● Directions for this task
Examine each line of the listing below. Copy those in which the string "stream" appears.

----

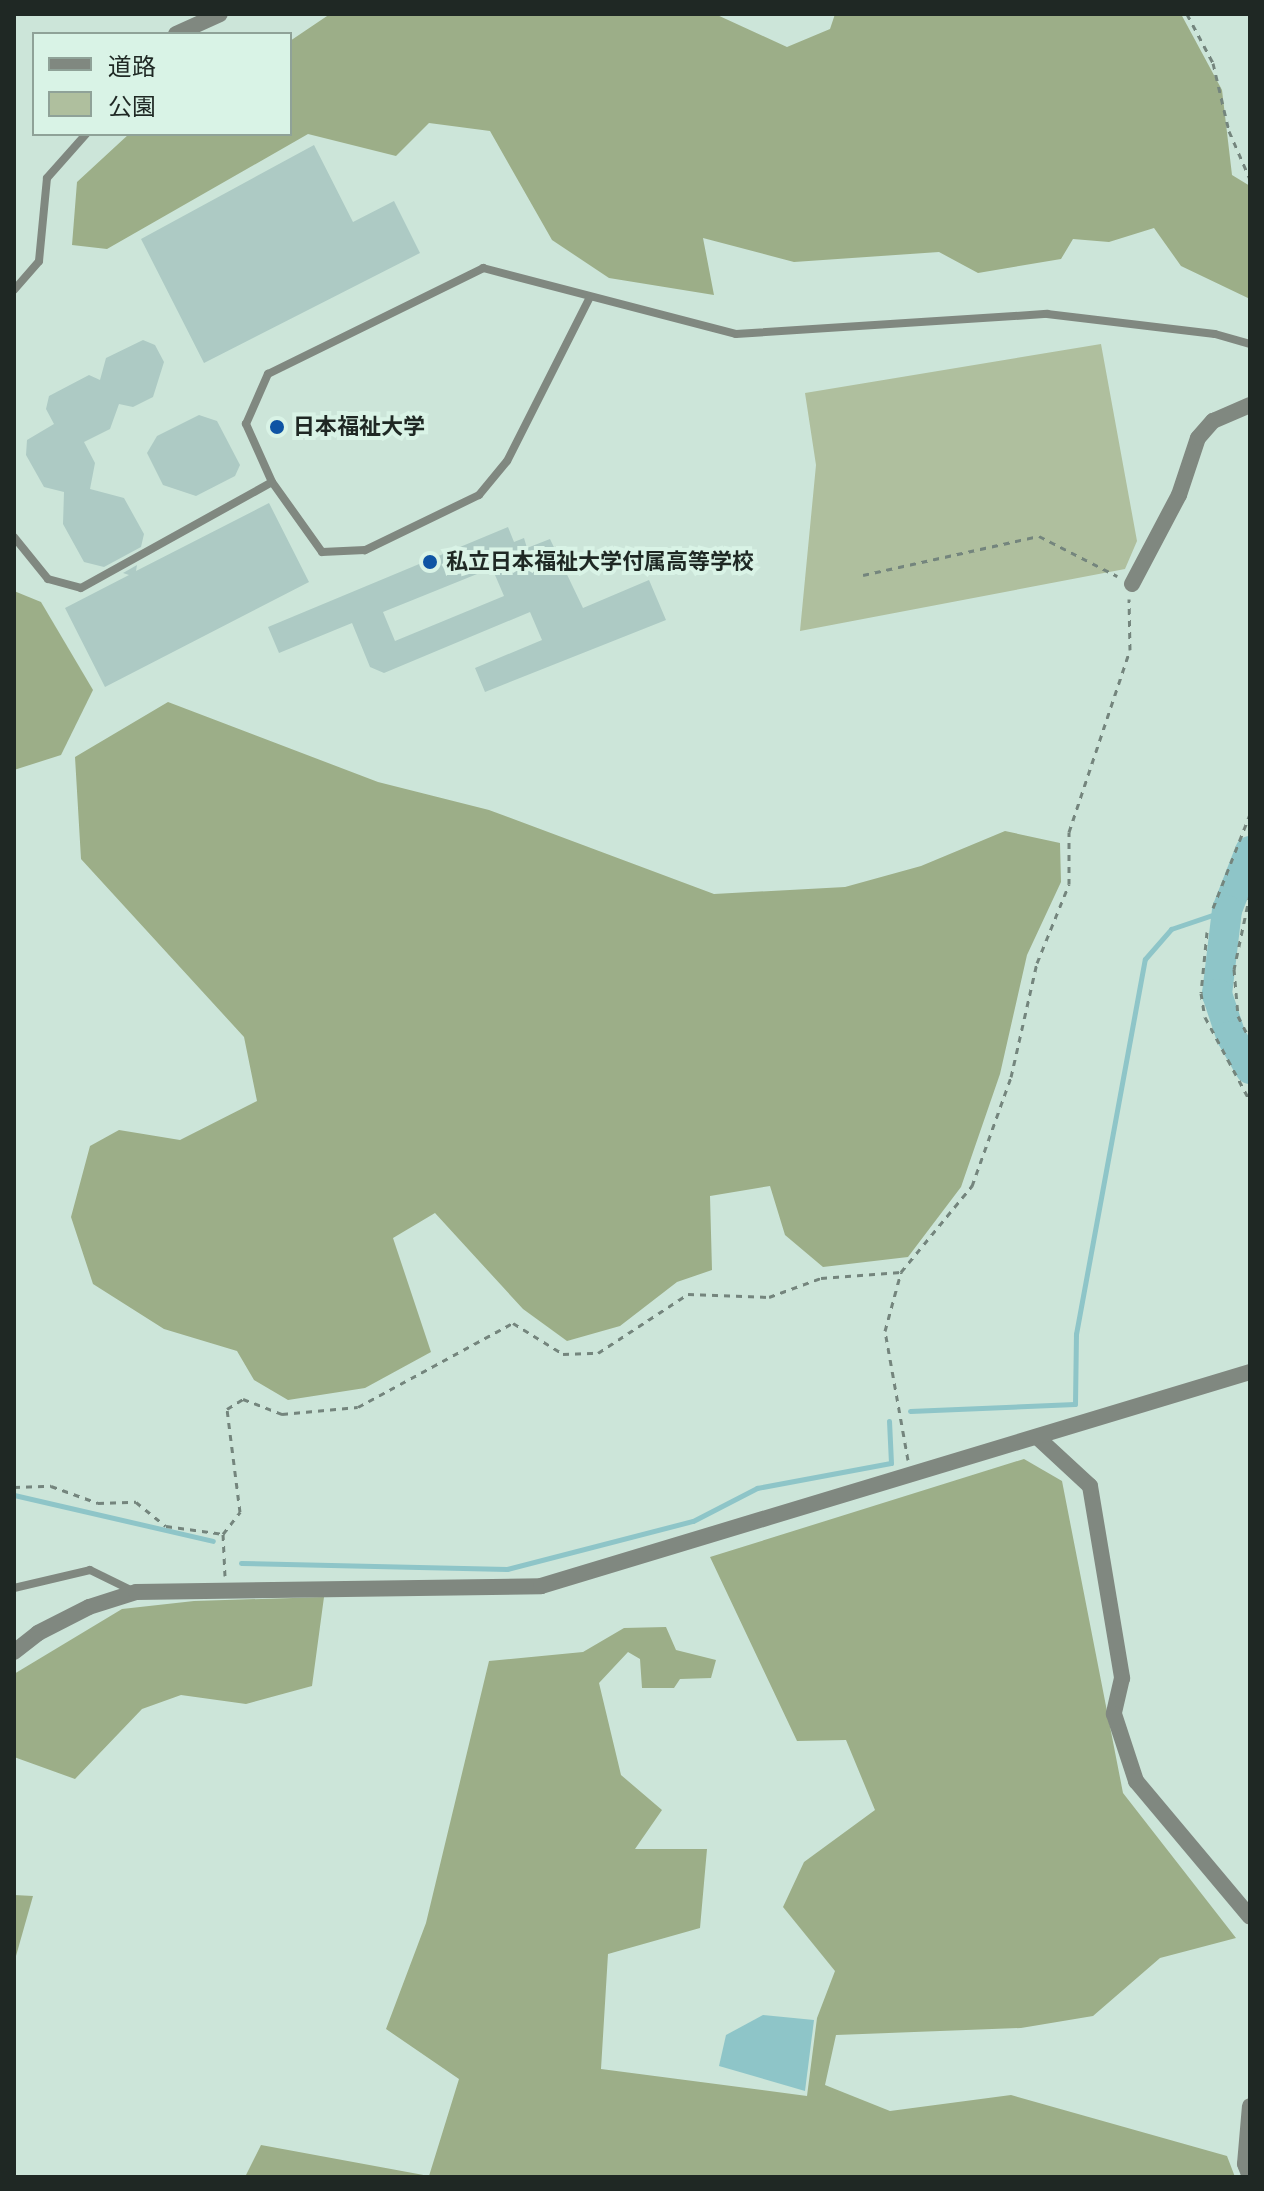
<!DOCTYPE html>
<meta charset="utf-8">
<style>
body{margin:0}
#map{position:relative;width:1264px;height:2191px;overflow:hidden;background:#cce5d9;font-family:Bitter,"Noto Sans JP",serif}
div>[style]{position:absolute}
.green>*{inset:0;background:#afbf9e}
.forest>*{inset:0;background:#9cae88}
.water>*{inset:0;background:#8ec5c8}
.stream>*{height:5px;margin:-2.5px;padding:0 2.5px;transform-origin:2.5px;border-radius:2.5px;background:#8ec5c8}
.river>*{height:30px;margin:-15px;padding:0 15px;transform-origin:15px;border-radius:15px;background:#8ec5c8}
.building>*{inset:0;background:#adcac4}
.path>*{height:3px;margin-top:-1.5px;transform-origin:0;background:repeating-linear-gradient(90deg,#74857d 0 6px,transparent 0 12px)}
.service>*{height:8px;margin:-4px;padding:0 4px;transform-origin:4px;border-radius:4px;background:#808880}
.minor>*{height:16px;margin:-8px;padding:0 8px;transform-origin:8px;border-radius:8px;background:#808880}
.tertiary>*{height:16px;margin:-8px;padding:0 8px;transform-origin:8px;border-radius:8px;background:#808880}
.dots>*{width:22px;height:22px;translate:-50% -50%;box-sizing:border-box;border:4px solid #d9f3e6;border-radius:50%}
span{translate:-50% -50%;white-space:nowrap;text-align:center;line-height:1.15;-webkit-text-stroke:8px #d9f3e6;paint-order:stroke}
.poi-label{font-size:22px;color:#1f2824;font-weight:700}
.left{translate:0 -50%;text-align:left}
.frame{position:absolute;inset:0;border:16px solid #1f2824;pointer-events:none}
.legend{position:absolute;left:32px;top:32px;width:260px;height:104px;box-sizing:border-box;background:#d9f3e6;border:2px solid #8fa298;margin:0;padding:10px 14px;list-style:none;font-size:24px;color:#1f2824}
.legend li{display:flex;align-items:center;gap:16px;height:40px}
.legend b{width:40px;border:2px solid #8fa298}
</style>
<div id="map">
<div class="green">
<i style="clip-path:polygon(1101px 344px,1137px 541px,1125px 569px,800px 631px,816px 465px,805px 393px)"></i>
</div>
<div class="forest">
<i style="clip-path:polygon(330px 14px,715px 14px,787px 47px,830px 29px,835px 14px,1181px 14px,1222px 90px,1232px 175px,1250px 186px,1250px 299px,1181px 266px,1154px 228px,1109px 242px,1073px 239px,1061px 259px,978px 273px,939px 252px,794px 262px,703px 238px,714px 295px,609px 278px,552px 240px,490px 131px,429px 123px,396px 156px,308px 134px,107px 249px,72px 245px,77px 182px,129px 134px,290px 134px,290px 41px)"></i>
<i style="clip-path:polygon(14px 591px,41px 602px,93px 690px,61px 755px,14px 770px)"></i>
<i style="clip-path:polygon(168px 702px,378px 782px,489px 810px,714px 894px,845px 887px,921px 866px,1005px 831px,1060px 843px,1061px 882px,1027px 955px,1000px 1074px,961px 1187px,908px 1257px,823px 1267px,785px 1235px,770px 1186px,710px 1196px,712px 1270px,677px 1282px,620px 1326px,567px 1341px,523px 1309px,435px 1213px,393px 1238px,431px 1352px,365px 1388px,288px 1400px,254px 1380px,237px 1351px,164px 1329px,93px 1284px,71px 1217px,90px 1146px,119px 1130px,180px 1140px,257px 1101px,244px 1037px,81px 859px,75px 757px)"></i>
<i style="clip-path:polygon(1024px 1459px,1062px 1481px,1123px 1793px,1236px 1938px,1160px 1958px,1093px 2016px,1021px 2028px,836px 2035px,825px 2085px,890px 2111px,1011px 2095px,1227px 2156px,1235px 2177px,245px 2177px,261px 2145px,429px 2176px,459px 2079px,386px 2029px,426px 1923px,489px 1661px,583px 1652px,624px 1628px,666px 1627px,676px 1650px,716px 1660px,711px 1678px,680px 1679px,674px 1688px,642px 1688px,640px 1659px,628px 1652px,599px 1683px,621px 1775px,662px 1810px,635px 1849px,707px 1849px,700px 1928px,608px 1954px,601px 2069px,807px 2096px,817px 2018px,835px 1971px,783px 1907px,804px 1862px,875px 1810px,846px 1740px,797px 1741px,710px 1557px)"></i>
<i style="clip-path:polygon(324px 1597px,312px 1686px,246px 1704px,181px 1695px,142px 1709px,75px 1779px,14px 1757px,14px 1674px,122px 1609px,194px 1601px)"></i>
<i style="clip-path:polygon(14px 1895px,33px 1896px,14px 1963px)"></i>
</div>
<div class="water">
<i style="clip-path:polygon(763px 2015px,814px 2020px,805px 2091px,719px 2066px,726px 2035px)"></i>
</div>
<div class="stream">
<i style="left:910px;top:1411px;width:165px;rotate:-2.4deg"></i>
<i style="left:1075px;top:1404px;width:70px;rotate:-89.2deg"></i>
<i style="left:1076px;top:1334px;width:381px;rotate:-79.6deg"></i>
<i style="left:1145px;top:959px;width:40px;rotate:-49deg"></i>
<i style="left:1171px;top:929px;width:59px;rotate:-18.7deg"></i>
<i style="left:14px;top:1495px;width:204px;rotate:13deg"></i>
<i style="left:241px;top:1563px;width:266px;rotate:1.3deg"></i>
<i style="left:507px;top:1569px;width:192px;rotate:-14.5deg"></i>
<i style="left:693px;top:1521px;width:72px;rotate:-27.3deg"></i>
<i style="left:757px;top:1488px;width:136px;rotate:-10.6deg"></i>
<i style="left:891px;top:1463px;width:42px;rotate:-92.7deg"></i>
</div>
<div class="river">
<i style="left:1250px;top:851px;width:63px;rotate:111.3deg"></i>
<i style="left:1227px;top:910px;width:85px;rotate:96.8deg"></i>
<i style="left:1217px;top:994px;width:44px;rotate:71.6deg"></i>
<i style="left:1231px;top:1036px;width:38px;rotate:60deg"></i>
</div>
<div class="building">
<i style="clip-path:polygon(314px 145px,353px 222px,394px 201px,420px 253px,204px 363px,141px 239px)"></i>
<i style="clip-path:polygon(143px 340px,155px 345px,164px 362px,153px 397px,133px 407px,119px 404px,110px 429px,84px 442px,95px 463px,90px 489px,124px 498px,144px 534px,141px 547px,104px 567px,84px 562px,63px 524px,64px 492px,44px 487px,26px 455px,27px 440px,54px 424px,46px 409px,49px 396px,89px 375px,100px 380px,106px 358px)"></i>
<i style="clip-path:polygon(199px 415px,217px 421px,240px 465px,235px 476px,196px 496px,163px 485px,147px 453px,157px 436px)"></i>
<i style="clip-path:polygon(269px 503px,309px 582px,105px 687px,65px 608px,129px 575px,123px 573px,137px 565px,136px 571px)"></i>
<i style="clip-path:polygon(evenodd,508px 527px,514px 542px,524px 538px,527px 548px,550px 539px,583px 608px,649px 580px,666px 620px,485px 692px,475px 668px,542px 640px,530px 612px,384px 673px,370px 667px,352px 623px,279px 653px,268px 627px,508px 527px,492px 568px,504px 596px,395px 641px,383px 612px,492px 568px)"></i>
</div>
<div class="path">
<i style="left:1187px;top:14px;width:55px;rotate:62deg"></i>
<i style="left:1213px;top:63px;width:70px;rotate:76.8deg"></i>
<i style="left:1229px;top:131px;width:52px;rotate:66.4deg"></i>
<i style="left:863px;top:575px;width:180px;rotate:-12.5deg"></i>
<i style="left:1039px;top:536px;width:88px;rotate:27.1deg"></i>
<i style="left:1250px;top:894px;width:77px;rotate:102deg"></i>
<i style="left:1234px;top:969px;width:47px;rotate:85.1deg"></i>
<i style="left:1238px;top:1016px;width:27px;rotate:63deg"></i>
<i style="left:1213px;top:908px;width:101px;rotate:-68.5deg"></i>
<i style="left:1207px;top:932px;width:61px;rotate:95.6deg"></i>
<i style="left:1201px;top:993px;width:24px;rotate:81deg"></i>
<i style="left:1205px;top:1017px;width:95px;rotate:61.8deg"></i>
<i style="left:14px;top:1147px;width:12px;rotate:90deg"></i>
<i style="left:908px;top:1460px;width:131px;rotate:-100.1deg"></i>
<i style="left:885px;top:1331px;width:61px;rotate:-74.8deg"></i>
<i style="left:901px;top:1272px;width:112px;rotate:-50.5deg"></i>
<i style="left:972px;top:1186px;width:116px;rotate:-70.3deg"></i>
<i style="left:1011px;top:1077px;width:117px;rotate:-77.2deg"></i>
<i style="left:1037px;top:963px;width:85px;rotate:-67.9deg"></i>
<i style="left:1069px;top:884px;width:52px;rotate:-90deg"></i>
<i style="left:1069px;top:832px;width:192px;rotate:-71.5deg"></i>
<i style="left:1130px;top:650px;width:51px;rotate:-91.1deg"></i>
<i style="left:14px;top:1487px;width:37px;rotate:-2deg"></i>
<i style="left:51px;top:1486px;width:50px;rotate:19.9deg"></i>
<i style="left:98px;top:1503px;width:38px;rotate:-2deg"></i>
<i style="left:136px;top:1502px;width:38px;rotate:39deg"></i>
<i style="left:166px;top:1526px;width:58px;rotate:8deg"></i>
<i style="left:225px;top:1576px;width:42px;rotate:-92.7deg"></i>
<i style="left:223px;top:1534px;width:28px;rotate:-52deg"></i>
<i style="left:240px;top:1512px;width:104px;rotate:-97.2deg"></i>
<i style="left:227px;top:1409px;width:19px;rotate:-32deg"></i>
<i style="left:243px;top:1399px;width:42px;rotate:21deg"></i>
<i style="left:282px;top:1414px;width:76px;rotate:-5.3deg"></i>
<i style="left:358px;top:1407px;width:176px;rotate:-28.5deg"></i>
<i style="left:513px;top:1323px;width:59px;rotate:31.8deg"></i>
<i style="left:563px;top:1354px;width:35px;rotate:-2deg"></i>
<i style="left:598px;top:1353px;width:108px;rotate:-33.2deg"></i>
<i style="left:688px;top:1294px;width:81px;rotate:2.1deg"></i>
<i style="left:769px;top:1297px;width:55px;rotate:-20.1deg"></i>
<i style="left:821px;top:1278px;width:80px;rotate:-4.3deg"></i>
</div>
<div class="service">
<i style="left:14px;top:290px;width:38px;rotate:-49deg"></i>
<i style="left:39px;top:261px;width:83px;rotate:-84.5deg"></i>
<i style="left:47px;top:178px;width:59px;rotate:-48.4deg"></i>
<i style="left:590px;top:297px;width:184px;rotate:116.8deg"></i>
<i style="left:507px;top:461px;width:44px;rotate:129.5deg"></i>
<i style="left:479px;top:495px;width:127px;rotate:154.2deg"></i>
<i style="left:365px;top:550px;width:43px;rotate:177.3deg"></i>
<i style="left:322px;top:552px;width:86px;rotate:-125.5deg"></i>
<i style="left:272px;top:482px;width:64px;rotate:-114.1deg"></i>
<i style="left:246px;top:424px;width:55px;rotate:-66.3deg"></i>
<i style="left:268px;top:374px;width:240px;rotate:-26.2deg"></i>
<i style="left:483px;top:268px;width:261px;rotate:14.6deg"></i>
<i style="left:736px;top:334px;width:312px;rotate:-3.7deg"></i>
<i style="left:1047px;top:314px;width:169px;rotate:6.8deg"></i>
<i style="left:1215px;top:334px;width:36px;rotate:16deg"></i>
<i style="left:14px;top:537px;width:54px;rotate:51deg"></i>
<i style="left:48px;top:579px;width:34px;rotate:15deg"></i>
<i style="left:81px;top:588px;width:218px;rotate:-29deg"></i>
<i style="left:14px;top:1588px;width:78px;rotate:-13.3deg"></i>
<i style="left:90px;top:1570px;width:50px;rotate:26.1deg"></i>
</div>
<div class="minor">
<i style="left:176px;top:34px;width:48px;rotate:-24.4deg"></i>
<i style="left:1132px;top:584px;width:101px;rotate:-62.2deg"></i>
<i style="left:1179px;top:495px;width:60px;rotate:-71.6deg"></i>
<i style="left:1198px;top:438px;width:23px;rotate:-49deg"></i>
<i style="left:1213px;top:421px;width:40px;rotate:-23.4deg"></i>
<i style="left:1037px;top:1437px;width:72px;rotate:42.8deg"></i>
<i style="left:1090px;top:1486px;width:195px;rotate:80.5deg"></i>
<i style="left:1122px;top:1678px;width:37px;rotate:103deg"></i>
<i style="left:1114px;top:1714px;width:71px;rotate:71.8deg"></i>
<i style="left:1136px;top:1781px;width:177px;rotate:50deg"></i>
<i style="left:1250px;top:2177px;width:14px;rotate:-111deg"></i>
<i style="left:1245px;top:2164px;width:58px;rotate:-85.1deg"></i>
</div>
<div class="tertiary">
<i style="left:14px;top:1652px;width:31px;rotate:-38deg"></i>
<i style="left:38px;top:1633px;width:57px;rotate:-27deg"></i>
<i style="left:89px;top:1607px;width:49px;rotate:-17.7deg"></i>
<i style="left:136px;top:1592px;width:405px;rotate:-0.8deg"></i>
<i style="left:541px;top:1586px;width:741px;rotate:-16.8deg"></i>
</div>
<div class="dots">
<i style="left:277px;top:427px;background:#0e54a4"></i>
<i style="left:430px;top:562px;background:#0e54a4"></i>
</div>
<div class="poi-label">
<span class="left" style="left:293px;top:427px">日本福祉大学</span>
<span class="left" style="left:446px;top:562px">私立日本福祉大学付属高等学校</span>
</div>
<div class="frame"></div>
<ul class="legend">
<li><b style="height:10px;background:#808880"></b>道路</li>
<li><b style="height:22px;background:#afbf9e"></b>公園</li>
</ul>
</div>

----

● Answer to the exercise
.stream>*{height:5px;margin:-2.5px;padding:0 2.5px;transform-origin:2.5px;border-radius:2.5px;background:#8ec5c8}
<div class="stream">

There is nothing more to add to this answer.